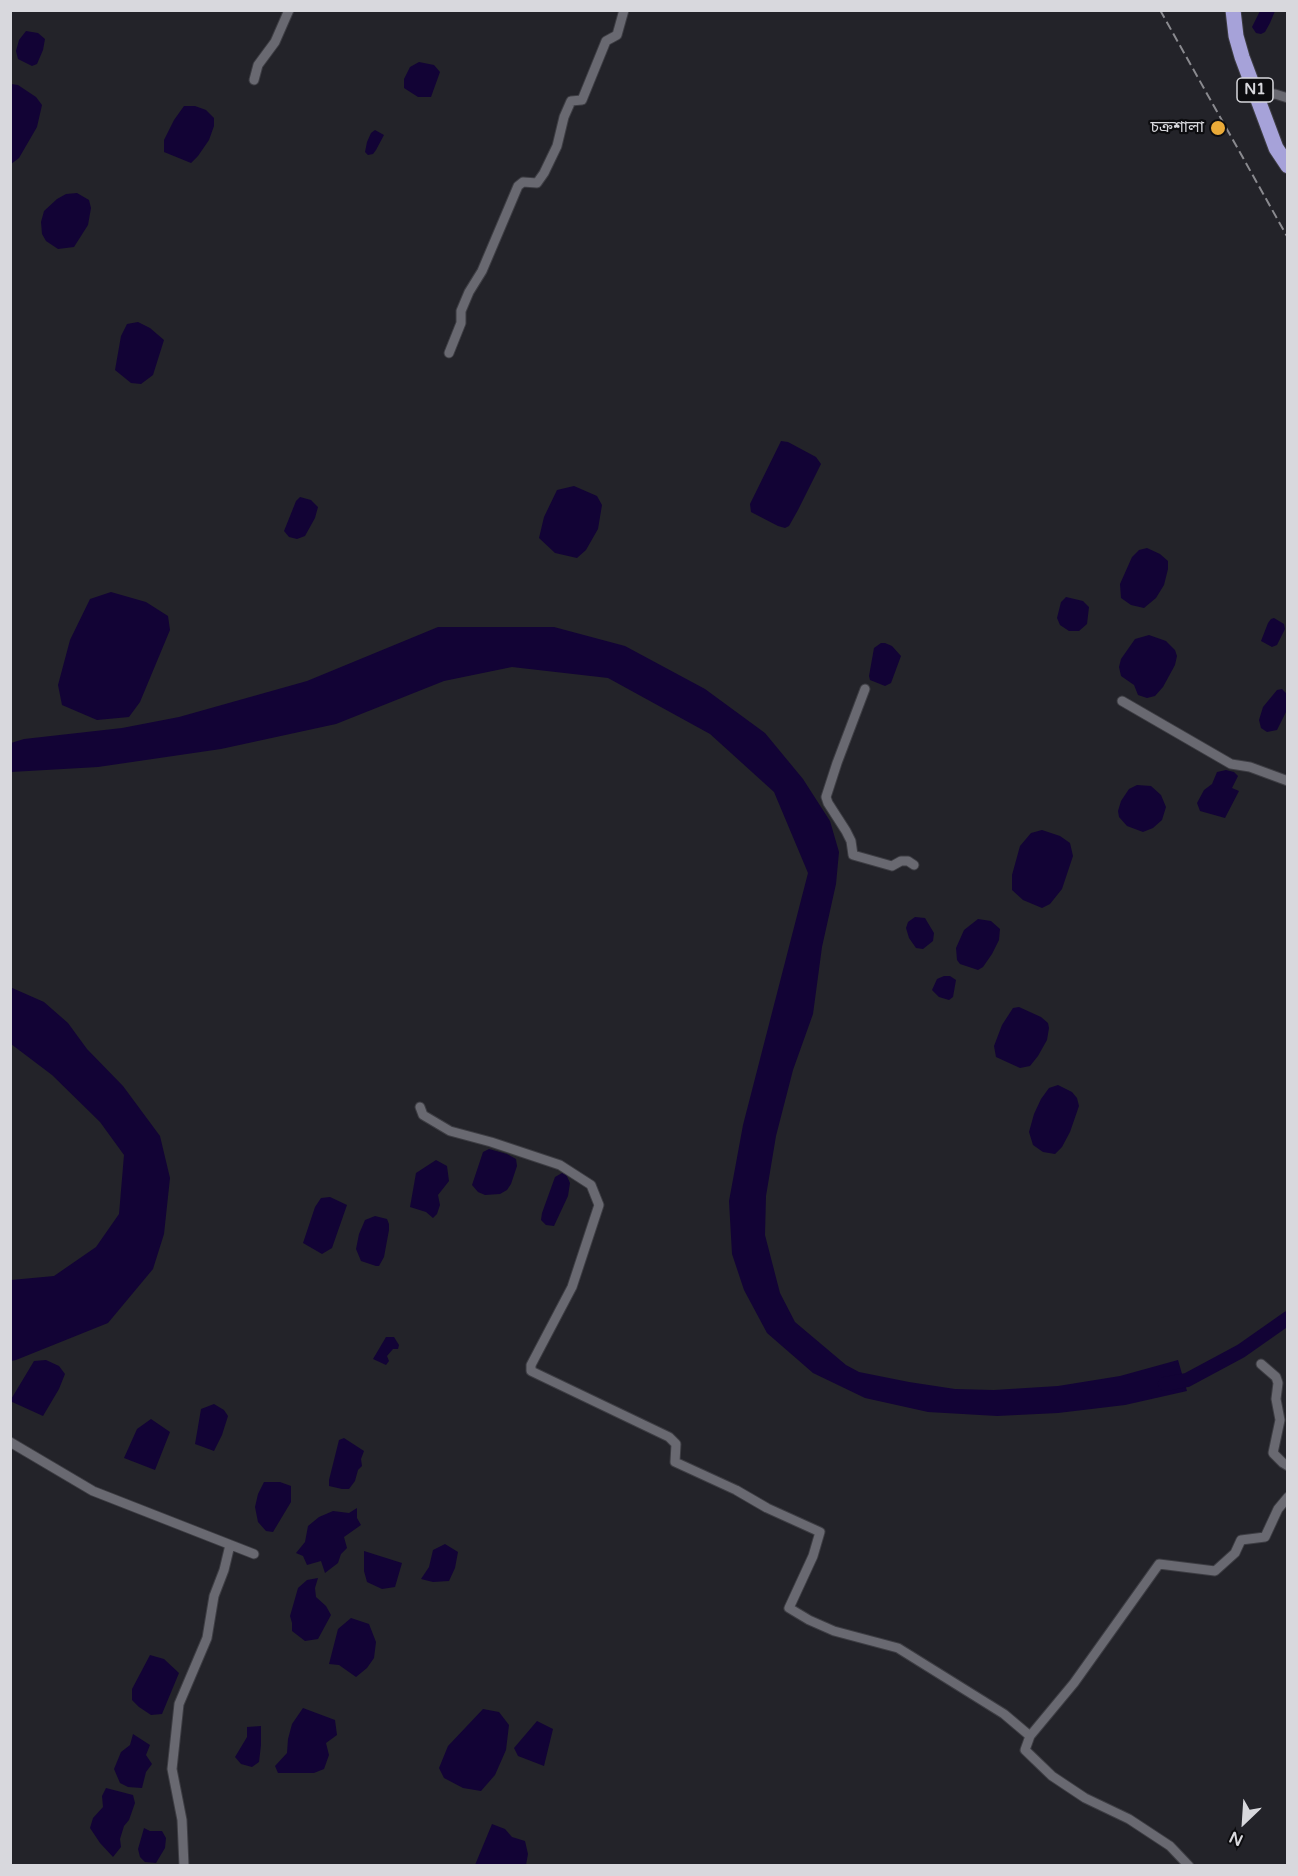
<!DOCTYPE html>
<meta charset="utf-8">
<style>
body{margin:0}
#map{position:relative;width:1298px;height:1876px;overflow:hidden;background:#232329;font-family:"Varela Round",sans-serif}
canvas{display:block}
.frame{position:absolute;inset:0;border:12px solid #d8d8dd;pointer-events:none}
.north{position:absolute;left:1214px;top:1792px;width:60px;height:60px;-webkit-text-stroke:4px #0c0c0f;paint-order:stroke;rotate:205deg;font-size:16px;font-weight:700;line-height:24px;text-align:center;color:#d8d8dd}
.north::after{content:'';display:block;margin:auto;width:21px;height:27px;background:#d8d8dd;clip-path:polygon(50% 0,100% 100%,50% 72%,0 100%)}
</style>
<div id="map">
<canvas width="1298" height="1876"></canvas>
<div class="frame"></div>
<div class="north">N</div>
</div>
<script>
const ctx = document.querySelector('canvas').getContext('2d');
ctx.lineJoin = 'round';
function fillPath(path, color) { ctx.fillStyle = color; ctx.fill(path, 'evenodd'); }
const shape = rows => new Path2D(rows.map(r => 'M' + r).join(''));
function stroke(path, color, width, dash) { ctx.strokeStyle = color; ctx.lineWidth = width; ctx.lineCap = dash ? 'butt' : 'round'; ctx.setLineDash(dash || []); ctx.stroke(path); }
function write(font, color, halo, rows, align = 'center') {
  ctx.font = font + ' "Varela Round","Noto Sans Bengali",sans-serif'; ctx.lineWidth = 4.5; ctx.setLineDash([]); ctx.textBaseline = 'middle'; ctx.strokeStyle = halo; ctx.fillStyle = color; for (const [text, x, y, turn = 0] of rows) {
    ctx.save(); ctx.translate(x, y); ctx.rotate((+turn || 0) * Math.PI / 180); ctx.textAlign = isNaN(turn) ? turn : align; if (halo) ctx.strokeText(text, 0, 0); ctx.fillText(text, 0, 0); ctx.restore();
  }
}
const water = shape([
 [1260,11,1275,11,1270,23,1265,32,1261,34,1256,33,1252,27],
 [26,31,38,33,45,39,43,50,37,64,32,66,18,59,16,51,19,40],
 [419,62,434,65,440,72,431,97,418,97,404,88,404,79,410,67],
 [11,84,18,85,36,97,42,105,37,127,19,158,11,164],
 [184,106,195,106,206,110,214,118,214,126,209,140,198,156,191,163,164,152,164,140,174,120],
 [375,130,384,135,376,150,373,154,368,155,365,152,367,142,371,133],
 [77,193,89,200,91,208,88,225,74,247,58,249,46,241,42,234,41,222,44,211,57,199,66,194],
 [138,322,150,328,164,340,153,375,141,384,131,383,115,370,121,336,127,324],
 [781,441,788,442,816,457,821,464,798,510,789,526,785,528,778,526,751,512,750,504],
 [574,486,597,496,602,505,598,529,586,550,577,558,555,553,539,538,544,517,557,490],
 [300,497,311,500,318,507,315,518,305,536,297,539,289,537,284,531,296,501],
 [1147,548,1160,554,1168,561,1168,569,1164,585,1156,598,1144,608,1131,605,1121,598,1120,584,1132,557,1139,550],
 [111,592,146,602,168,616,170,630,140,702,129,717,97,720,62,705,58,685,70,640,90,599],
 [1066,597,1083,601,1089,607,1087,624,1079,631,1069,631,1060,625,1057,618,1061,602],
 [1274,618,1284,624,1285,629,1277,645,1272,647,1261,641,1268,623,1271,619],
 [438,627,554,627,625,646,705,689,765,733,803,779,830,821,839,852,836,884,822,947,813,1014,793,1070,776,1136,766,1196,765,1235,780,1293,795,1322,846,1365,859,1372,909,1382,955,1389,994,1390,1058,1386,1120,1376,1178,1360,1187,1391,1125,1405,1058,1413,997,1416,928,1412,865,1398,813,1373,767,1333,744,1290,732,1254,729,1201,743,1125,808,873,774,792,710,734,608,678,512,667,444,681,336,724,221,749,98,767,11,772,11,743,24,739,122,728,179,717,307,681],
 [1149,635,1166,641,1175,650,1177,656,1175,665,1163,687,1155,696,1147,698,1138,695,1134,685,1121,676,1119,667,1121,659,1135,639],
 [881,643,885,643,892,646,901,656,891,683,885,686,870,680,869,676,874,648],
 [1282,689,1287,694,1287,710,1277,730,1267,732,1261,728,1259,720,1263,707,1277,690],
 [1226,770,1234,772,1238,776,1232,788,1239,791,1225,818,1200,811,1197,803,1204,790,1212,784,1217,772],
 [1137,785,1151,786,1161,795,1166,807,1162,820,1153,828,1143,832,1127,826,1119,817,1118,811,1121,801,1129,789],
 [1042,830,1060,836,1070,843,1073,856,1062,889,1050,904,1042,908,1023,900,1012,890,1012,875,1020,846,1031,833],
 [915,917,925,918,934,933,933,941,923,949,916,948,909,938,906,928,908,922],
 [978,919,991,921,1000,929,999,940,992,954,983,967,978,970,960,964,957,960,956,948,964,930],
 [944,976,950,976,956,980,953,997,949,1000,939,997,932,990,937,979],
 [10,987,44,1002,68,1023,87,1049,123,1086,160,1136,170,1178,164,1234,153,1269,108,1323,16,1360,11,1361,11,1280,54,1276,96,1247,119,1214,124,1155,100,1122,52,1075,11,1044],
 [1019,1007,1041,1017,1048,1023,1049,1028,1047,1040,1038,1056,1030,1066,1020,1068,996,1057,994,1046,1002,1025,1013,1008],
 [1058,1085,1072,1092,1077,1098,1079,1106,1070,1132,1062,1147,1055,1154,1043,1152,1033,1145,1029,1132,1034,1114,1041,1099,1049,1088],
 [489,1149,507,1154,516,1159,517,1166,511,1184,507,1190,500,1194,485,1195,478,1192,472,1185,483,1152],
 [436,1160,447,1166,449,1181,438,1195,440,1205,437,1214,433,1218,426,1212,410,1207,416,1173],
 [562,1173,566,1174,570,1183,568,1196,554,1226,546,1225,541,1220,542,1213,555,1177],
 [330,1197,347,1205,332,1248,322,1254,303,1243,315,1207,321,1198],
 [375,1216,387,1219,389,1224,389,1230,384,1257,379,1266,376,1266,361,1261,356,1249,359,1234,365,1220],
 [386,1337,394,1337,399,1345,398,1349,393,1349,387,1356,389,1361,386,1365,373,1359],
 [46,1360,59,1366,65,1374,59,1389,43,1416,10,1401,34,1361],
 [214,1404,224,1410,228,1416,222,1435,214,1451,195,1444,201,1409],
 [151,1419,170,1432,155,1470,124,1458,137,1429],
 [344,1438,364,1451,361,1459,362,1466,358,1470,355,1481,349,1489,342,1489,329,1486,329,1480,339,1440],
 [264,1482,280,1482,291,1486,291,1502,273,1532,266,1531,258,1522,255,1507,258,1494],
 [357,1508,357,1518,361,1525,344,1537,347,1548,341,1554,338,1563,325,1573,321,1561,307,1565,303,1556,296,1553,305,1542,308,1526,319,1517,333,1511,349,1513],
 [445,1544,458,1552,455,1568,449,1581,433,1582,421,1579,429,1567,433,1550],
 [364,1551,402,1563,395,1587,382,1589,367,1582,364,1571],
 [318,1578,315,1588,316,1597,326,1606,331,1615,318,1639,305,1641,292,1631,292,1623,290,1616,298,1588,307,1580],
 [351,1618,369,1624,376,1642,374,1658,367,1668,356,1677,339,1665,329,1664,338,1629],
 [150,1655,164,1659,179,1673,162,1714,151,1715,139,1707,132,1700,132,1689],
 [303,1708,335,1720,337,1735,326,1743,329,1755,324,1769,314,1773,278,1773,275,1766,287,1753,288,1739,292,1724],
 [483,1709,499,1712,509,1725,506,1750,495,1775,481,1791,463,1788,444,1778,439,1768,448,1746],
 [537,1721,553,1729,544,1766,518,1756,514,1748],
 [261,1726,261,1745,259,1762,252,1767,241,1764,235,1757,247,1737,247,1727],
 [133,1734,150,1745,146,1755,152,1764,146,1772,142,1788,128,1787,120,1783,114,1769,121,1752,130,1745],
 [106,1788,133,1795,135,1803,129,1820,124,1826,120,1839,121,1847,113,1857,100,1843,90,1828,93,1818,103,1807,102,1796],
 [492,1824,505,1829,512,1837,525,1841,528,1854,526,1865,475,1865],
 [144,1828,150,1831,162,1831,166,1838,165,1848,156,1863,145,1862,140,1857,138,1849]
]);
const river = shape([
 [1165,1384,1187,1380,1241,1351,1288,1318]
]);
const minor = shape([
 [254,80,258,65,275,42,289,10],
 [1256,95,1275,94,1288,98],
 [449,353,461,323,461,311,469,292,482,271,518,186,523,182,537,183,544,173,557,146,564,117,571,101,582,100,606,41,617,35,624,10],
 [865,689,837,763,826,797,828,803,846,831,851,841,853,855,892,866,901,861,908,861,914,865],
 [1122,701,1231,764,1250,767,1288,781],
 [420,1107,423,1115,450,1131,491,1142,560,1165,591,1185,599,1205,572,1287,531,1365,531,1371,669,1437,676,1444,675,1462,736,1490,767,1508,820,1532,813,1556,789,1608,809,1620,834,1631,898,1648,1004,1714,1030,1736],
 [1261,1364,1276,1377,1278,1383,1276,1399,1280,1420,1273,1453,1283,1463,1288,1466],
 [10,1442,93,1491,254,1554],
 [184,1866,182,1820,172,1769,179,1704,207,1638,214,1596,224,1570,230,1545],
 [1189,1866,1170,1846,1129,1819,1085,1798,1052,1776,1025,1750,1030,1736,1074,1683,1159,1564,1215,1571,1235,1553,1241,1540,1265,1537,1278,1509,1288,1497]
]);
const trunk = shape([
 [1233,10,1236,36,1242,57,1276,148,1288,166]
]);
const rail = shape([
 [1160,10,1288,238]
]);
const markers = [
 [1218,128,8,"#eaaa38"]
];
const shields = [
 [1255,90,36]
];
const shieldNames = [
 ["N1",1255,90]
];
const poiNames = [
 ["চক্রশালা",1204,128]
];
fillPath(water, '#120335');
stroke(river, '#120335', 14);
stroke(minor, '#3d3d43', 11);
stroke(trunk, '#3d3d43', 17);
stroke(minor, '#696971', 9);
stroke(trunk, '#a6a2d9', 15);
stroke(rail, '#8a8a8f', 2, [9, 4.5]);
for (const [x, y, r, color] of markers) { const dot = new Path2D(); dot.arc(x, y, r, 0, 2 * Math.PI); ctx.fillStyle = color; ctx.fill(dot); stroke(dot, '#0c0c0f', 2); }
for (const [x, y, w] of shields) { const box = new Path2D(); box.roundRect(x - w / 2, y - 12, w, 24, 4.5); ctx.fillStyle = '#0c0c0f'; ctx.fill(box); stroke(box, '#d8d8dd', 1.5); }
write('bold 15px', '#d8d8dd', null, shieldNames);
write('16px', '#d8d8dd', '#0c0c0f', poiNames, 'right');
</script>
━━━━
Task requirements
Extract all lines from the material above that include the word "turn".

Exercise solution
  ctx.font = font + ' "Varela Round","Noto Sans Bengali",sans-serif'; ctx.lineWidth = 4.5; ctx.setLineDash([]); ctx.textBaseline = 'middle'; ctx.strokeStyle = halo; ctx.fillStyle = color; for (const [text, x, y, turn = 0] of rows) {
    ctx.save(); ctx.translate(x, y); ctx.rotate((+turn || 0) * Math.PI / 180); ctx.textAlign = isNaN(turn) ? turn : align; if (halo) ctx.strokeText(text, 0, 0); ctx.fillText(text, 0, 0); ctx.restore();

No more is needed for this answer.